Durga Nath Dhar
Hippocratic Journal of Unani Medicine
Hippocratic Journal of Unani Medicine, April - June 2014, Vol. 9 No. 2, Pages 161-163
There are several examples of bio-active molecules isolated from animal sources, say, snakes, bees, toads, leeches and some mammals, which have found medicinal applications. These applications have been highlighted in this article.

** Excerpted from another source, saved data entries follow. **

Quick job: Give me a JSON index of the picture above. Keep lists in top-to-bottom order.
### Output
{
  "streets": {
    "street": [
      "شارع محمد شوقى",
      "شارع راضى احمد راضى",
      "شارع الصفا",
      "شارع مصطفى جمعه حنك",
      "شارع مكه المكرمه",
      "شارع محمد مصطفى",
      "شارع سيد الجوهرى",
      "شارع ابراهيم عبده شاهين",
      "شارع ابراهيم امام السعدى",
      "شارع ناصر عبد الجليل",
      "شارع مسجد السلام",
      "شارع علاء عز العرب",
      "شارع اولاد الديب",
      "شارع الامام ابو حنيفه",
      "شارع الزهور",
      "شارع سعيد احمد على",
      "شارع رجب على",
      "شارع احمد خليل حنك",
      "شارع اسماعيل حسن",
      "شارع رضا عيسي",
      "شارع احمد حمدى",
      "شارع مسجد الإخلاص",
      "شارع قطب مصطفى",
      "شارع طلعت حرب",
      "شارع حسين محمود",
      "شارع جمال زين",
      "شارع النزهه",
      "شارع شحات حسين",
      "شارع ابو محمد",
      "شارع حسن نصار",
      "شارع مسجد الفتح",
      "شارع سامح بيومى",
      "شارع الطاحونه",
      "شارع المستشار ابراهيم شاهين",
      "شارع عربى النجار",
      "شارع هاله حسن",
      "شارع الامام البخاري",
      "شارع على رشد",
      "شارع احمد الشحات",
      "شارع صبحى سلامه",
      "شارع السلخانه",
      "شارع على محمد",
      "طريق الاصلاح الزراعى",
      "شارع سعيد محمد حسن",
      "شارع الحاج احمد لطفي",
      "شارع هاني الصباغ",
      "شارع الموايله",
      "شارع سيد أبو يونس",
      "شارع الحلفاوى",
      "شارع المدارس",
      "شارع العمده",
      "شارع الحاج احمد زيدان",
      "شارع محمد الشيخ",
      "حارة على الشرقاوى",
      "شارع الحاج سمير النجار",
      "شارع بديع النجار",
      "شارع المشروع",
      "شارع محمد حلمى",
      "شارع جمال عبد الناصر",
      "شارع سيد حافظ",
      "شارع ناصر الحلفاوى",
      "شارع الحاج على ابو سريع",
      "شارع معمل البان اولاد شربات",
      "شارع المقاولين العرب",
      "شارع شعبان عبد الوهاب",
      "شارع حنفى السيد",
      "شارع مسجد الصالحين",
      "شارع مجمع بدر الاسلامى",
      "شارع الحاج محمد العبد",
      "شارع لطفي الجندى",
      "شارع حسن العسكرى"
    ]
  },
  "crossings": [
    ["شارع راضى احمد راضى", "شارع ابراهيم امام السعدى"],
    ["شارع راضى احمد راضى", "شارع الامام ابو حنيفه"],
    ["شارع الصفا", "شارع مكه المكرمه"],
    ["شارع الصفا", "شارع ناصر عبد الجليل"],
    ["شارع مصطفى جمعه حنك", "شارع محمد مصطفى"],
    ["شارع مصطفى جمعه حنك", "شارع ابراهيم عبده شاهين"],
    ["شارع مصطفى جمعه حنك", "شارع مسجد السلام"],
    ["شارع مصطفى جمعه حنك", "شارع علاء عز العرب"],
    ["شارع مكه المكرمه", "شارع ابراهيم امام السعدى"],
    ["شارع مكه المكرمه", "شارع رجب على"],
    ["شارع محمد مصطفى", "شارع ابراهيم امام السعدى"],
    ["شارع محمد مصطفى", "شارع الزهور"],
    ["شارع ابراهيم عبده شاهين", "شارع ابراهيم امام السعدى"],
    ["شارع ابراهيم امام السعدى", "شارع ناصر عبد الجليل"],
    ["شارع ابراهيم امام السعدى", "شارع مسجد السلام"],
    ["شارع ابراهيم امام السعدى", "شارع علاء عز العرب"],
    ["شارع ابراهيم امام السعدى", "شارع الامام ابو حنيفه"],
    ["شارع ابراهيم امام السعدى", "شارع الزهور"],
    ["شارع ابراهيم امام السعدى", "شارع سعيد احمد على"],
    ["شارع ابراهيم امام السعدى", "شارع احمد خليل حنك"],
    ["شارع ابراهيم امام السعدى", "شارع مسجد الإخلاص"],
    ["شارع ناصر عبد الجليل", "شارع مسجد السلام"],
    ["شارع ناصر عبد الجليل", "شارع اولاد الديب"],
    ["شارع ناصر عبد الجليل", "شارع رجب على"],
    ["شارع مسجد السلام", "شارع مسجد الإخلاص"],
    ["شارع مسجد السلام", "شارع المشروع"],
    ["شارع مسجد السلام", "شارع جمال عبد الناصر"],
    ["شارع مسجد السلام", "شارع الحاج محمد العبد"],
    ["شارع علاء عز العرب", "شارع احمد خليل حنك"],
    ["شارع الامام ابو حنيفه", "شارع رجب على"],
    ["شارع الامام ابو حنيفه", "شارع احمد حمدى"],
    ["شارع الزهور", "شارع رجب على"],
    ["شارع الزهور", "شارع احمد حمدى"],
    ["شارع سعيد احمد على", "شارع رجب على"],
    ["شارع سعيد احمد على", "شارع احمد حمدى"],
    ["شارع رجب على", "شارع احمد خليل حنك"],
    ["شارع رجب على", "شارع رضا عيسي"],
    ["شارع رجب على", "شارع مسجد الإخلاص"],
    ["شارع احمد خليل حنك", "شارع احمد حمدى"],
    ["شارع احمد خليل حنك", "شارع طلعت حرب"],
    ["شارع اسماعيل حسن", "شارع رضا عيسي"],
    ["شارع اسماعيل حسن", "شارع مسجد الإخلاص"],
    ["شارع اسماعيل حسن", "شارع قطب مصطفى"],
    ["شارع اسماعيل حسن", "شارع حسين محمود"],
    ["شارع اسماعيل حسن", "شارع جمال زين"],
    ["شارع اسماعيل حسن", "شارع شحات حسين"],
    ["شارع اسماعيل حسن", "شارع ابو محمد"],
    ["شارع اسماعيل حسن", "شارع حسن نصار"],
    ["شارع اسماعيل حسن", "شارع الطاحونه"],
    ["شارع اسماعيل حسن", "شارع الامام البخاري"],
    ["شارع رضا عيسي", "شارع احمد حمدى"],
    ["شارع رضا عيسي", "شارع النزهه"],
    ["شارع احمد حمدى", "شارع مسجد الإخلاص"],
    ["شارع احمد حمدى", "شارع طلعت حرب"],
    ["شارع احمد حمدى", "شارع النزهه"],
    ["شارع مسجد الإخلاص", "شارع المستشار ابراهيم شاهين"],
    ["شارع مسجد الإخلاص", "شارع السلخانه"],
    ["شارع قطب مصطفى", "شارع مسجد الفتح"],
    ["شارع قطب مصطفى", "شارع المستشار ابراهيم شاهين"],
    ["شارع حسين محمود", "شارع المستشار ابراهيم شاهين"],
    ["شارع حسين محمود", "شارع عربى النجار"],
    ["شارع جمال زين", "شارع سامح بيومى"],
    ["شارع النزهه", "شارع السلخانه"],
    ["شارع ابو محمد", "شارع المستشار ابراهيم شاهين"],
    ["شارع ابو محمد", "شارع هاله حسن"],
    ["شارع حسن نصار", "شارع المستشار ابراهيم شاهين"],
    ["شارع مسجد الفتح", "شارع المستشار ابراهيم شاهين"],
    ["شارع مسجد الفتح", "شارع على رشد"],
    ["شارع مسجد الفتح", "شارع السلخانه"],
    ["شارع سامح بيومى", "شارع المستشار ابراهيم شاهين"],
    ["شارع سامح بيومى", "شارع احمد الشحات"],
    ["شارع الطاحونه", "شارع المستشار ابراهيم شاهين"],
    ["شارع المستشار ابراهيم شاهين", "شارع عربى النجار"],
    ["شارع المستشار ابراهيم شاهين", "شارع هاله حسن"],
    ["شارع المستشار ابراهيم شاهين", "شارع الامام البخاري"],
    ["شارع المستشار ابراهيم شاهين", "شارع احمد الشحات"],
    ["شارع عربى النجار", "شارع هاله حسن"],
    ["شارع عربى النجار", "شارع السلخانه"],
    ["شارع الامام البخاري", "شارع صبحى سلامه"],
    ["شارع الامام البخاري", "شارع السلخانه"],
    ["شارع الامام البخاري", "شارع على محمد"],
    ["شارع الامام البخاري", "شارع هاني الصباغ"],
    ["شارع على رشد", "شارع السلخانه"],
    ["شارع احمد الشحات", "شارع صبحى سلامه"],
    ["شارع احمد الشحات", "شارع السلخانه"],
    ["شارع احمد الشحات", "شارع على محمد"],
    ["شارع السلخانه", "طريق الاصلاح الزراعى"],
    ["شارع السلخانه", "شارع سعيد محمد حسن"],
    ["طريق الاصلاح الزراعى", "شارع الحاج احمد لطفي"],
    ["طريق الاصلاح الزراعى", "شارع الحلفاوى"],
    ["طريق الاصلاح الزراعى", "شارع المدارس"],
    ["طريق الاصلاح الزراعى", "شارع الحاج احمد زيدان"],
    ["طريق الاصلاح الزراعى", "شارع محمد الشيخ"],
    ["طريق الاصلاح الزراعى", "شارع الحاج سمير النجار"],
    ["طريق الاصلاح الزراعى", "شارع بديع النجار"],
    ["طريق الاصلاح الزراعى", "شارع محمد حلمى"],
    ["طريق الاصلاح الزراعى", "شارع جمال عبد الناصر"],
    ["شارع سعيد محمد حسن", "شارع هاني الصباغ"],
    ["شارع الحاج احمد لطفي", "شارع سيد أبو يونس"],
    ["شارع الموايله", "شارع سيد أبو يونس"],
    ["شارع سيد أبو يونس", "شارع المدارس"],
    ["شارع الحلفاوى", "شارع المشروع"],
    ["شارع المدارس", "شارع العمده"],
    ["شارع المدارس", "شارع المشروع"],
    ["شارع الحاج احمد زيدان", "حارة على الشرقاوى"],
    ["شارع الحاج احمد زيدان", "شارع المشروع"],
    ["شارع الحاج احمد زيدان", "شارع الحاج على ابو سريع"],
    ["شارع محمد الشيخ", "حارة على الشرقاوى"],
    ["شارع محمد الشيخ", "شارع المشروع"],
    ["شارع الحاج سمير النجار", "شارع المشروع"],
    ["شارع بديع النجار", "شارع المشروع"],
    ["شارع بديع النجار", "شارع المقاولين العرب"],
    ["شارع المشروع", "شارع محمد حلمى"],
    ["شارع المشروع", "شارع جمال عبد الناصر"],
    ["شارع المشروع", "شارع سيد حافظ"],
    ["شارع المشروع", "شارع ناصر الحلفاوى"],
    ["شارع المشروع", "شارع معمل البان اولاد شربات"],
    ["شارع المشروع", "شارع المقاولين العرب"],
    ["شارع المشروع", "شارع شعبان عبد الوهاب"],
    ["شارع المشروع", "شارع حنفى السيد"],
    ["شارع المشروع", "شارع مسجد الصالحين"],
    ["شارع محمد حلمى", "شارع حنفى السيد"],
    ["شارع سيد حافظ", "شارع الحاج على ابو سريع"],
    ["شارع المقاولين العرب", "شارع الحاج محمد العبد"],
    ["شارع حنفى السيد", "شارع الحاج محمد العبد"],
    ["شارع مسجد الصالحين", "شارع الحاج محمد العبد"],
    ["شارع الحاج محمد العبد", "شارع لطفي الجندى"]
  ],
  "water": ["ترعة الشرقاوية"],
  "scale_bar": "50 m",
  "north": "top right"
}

Thus some of the snake venoms have pain relieving action. This property has been exploited in alleviating the extreme pain of the patients in the terminal stages of cancer. Cobra venom (cobrotoxin), for example, is reported to be a superior alternative to morphine in its pain relieving action. The toxins, derived from vipers, have been employed in the treatment of arthritis and rheumatism. Crotalus toxin (i.e. the venom derived from rattle snake and pit vipers) is claimed to be useful in the treatment of the periodic throbbing headache (migraine). Snake venoms usually produce two different types of effects, namely, enhance the blood clotting or inhibit it. Based on this property the patients afflicted with haemophilic disorder (i.e. prolonged bleeding following even minor injuries) can be treated with blood clotting venoms. These also find application as haemostatic agents in surgery and in the treatment of other hemorrhagic conditions. Likewise the anti-coagulant action of some snake venoms has been successfully employed in the case of patients having the formation of blood clots (thrombosis) in their veins and arteries. These venoms are also described to be useful in the case of ‘angina pectoris; - a condition when the patient has a severe but temporary attack of cardiac pain. An interesting use of the venom derived from rattle snake is in the treatment of epilepsy.